> **ASSIGNED TASK**:
Please return all lines from the records below that include the string "Devers".

Saved data entries
________

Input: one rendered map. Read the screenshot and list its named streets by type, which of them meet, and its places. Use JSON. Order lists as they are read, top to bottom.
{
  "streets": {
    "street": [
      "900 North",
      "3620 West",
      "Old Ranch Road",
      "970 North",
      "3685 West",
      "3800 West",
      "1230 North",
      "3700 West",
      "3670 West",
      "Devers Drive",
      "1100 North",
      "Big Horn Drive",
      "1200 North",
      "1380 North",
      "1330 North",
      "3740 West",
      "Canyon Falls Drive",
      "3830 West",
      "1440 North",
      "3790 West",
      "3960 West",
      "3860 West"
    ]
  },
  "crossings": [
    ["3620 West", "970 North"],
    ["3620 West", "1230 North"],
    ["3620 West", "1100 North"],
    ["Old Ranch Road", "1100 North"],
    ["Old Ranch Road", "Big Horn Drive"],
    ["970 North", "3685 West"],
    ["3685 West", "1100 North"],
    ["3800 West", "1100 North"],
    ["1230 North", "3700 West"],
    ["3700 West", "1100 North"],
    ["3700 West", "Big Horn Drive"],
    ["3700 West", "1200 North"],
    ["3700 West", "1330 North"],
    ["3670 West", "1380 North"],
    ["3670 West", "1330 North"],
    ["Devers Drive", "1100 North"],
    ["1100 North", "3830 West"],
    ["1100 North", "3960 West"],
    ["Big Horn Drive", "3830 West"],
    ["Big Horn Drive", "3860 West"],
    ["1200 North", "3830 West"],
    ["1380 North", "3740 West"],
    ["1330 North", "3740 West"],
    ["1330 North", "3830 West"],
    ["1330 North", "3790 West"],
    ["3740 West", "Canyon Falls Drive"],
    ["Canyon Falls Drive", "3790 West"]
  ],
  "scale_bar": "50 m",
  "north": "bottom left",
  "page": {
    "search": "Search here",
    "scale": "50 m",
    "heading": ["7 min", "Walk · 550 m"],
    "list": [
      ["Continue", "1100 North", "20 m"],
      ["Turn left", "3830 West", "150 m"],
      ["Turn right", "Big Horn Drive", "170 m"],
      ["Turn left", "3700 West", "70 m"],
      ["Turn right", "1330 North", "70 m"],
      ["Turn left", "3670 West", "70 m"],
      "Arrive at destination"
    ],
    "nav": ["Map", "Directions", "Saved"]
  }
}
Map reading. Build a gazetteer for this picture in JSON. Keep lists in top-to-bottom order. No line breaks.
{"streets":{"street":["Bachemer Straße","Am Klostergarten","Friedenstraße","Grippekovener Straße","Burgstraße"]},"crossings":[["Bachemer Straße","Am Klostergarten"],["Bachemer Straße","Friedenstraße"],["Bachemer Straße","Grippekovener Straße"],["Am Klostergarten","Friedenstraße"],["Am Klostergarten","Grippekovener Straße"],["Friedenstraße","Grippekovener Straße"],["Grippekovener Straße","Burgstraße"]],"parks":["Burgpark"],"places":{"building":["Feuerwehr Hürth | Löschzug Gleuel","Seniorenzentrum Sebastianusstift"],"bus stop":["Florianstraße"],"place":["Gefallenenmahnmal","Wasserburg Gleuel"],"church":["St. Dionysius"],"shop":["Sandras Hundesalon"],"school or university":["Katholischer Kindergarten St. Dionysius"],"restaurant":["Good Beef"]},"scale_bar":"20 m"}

________

> **EXPECTED ANSWER**:
      "Devers Drive",
    ["Devers Drive", "1100 North"],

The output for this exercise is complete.